» The task:
Scan the data for "bottom" and copy each matching line.

[Data provided Boundary: Start]

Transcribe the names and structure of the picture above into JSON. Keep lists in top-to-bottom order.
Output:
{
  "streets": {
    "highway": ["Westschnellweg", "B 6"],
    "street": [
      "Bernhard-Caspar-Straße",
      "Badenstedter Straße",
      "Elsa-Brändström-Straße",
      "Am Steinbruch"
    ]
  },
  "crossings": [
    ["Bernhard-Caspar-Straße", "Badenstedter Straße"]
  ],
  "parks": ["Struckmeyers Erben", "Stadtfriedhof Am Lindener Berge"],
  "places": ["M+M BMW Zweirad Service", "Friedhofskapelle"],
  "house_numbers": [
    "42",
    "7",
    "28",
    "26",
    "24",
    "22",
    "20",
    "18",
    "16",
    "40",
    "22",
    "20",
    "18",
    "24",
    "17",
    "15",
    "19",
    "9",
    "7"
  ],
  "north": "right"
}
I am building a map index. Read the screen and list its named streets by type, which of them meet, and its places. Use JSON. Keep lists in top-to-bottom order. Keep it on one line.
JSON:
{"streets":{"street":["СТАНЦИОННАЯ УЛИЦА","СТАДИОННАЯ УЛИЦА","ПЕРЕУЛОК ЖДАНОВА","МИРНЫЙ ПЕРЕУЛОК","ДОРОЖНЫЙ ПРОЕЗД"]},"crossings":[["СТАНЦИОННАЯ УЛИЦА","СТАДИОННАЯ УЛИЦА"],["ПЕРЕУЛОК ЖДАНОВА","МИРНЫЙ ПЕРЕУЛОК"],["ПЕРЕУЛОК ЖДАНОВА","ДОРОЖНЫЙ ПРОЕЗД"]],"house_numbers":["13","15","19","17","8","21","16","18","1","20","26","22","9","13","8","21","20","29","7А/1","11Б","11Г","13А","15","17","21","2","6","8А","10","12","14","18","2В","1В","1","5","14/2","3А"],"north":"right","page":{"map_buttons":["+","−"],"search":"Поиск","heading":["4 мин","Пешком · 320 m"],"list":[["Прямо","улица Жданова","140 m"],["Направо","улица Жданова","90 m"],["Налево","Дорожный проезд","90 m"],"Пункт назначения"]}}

[Data provided Boundary: End]

» Result for this exercise:
Transcribe the names and structure of the picture above into JSON. Keep lists in top-to-bottom order.
I am building a map index. Read the screen and list its named streets by type, which of them meet, and its places. Use JSON. Keep lists in top-to-bottom order. Keep it on one line.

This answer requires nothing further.